Nonlocality in mesoscopic Josephson junctions with strip geometry

TL;DR

This paper investigates how nonlocal electrodynamics affects the current distribution and critical current periodicity in mesoscopic Josephson junctions with strip geometry, revealing boundary effects and comparing with experimental data.

Contribution

It introduces a detailed analysis of nonlocal effects on current patterns and flux periodicity in Josephson junctions, highlighting the role of geometry and boundary conditions.

Findings

Critical current periodicity depends on the ratio of vortex distance to nonlocal range.

Double periodicity emerges for strong nonlocality due to boundary effects.
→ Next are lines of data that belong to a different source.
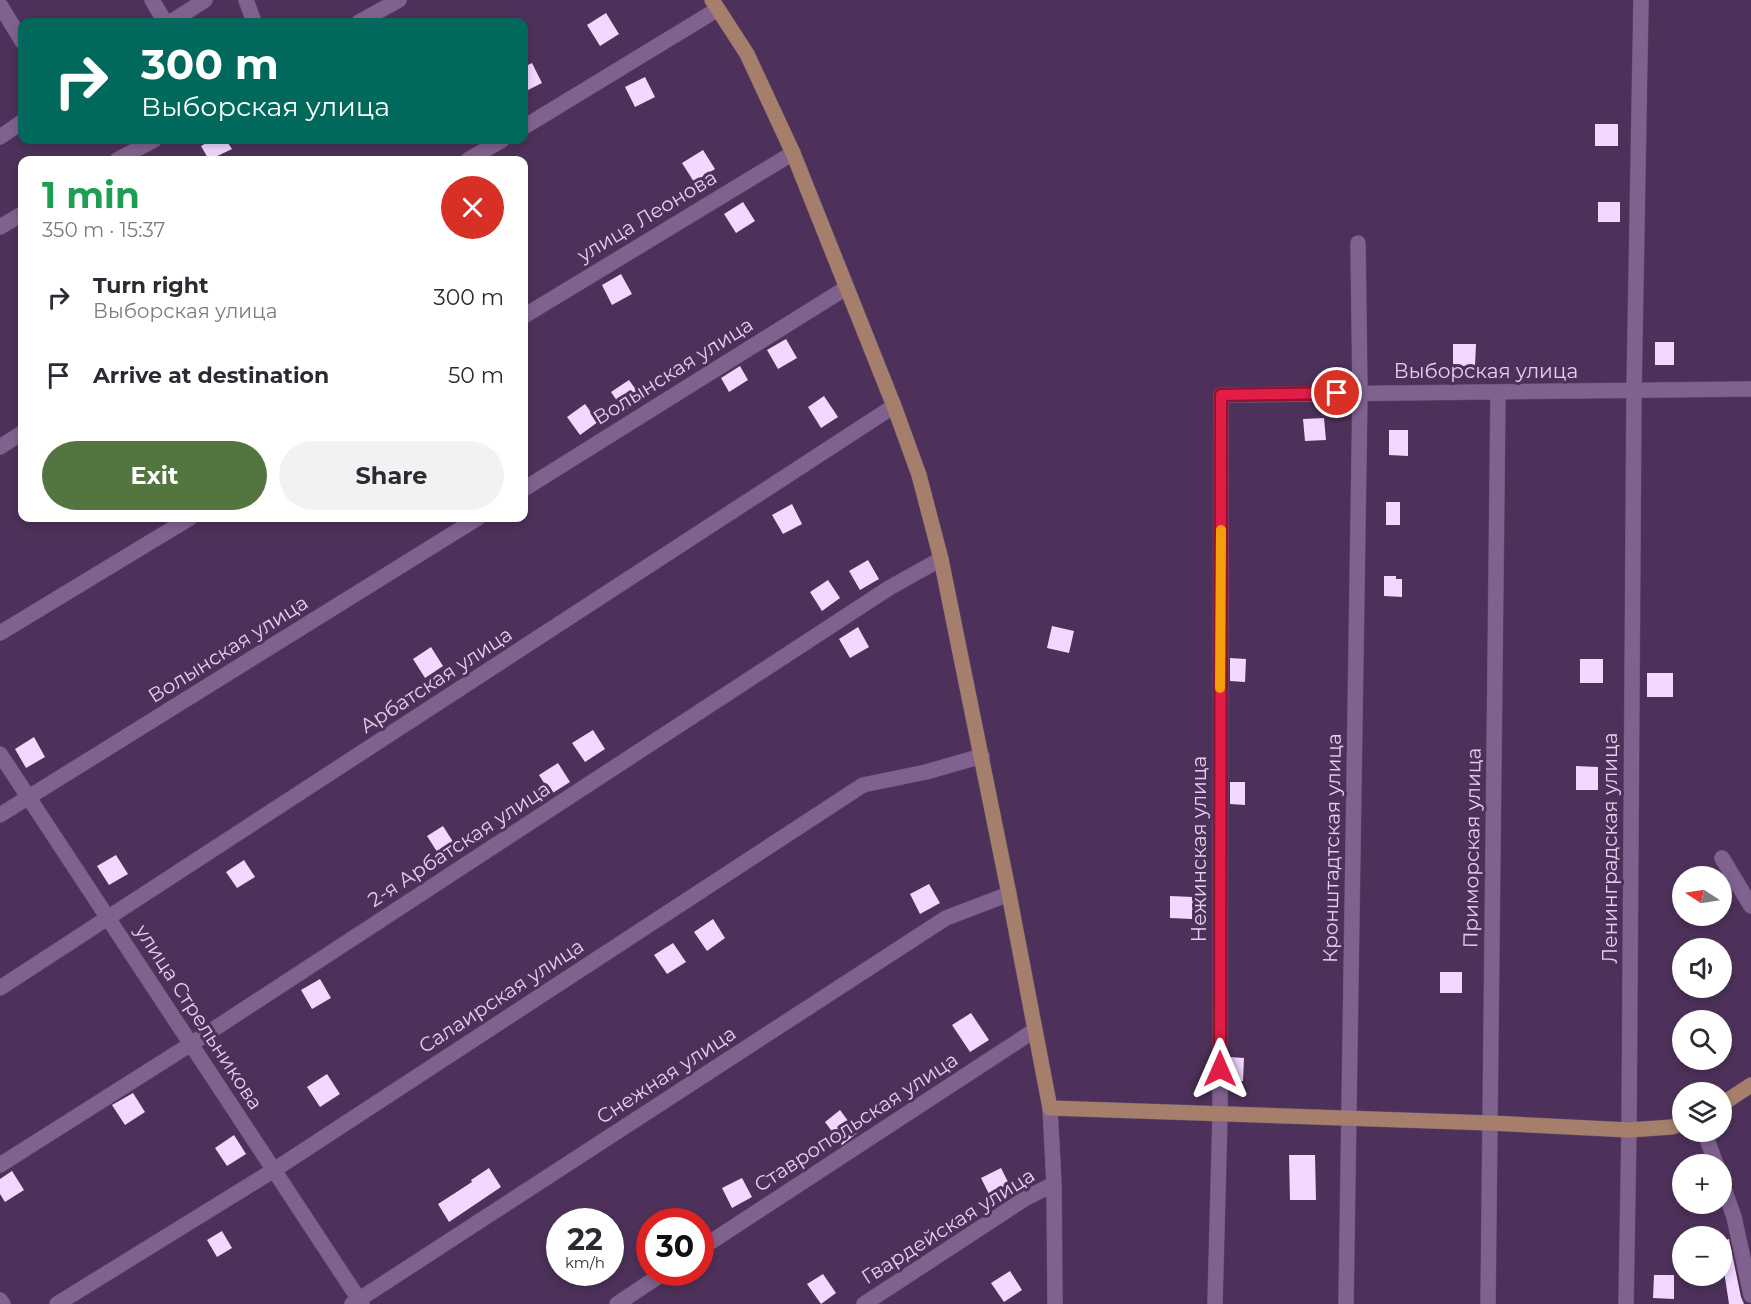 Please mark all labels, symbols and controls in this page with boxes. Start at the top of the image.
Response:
text: 300 m [141,38,279,90]
icon: right [42,42,120,120]
text: Выборская улица [141,90,390,123]
street label: улица Леонова [572,165,721,268]
text: 1 min [42,173,140,217]
button: close [441,176,504,239]
text: 350 m · 15:37 [42,218,165,242]
text: Turn right [93,272,208,299]
icon: right [42,281,75,314]
text: 300 m [433,284,504,311]
text: Выборская улица [93,299,277,323]
street label: Волынская улица [589,312,757,430]
icon: arrive [42,359,75,392]
street label: Выборская улица [1394,359,1578,383]
text: Arrive at destination [93,362,329,389]
text: 50 m [448,362,504,389]
pin [1311,367,1362,418]
icon: arrive [1320,376,1353,409]
button: Exit [42,441,267,510]
button: Share [279,441,504,510]
street label: Волынская улица [144,590,312,708]
street label: Арбатская улица [355,622,517,738]
street label: Кронштадтская улица [1318,733,1346,963]
street label: Ленинградская улица [1598,733,1622,963]
street label: Приморская улица [1458,748,1486,948]
street label: Нежинская улица [1187,756,1211,942]
street label: 2-я Арбатская улица [363,776,555,912]
north arrow [1672,866,1732,926]
map controls [1672,866,1732,1286]
street label: улица Стрельникова [130,919,268,1114]
street label: Салаирская улица [414,934,588,1058]
button: sound [1672,938,1732,998]
button: search [1672,1010,1732,1070]
street label: Снежная улица [592,1021,740,1129]
position arrow [1188,1037,1252,1101]
street label: Ставропольская улица [750,1047,962,1197]
button: layers [1672,1082,1732,1142]
button: + [1672,1154,1732,1214]
street label: Гвардейская улица [857,1163,1039,1289]
speed limit sign: 30 [636,1208,714,1286]
text: 22 [567,1221,603,1258]
button: − [1672,1226,1732,1286]
text: km/h [565,1253,605,1272]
Theoretical results align well with recent experimental observations.

Abstract

We study the current in a clean superconductor-normal-metal-superconductor junction of length d and width w in the presence of an applied magnetic field H. We show that both the geometrical pattern of the current density and the critical current as a function of the total flux in the junction, depend on the ratio of the Josephson vortex distance a_0 and the range r of the nonlocal electrodynamics. In particular, the critical current has the periodicity of the superconducting flux quantum only for r<a_0 and acquires, due to boundary effects, the double (pseudo-) periodicity for strong nonlocality, r>a_0. Comparing our results to recent experiments of Heida et al. [Phys. Rev. B 57, R5618 (1998)] we find good agreement.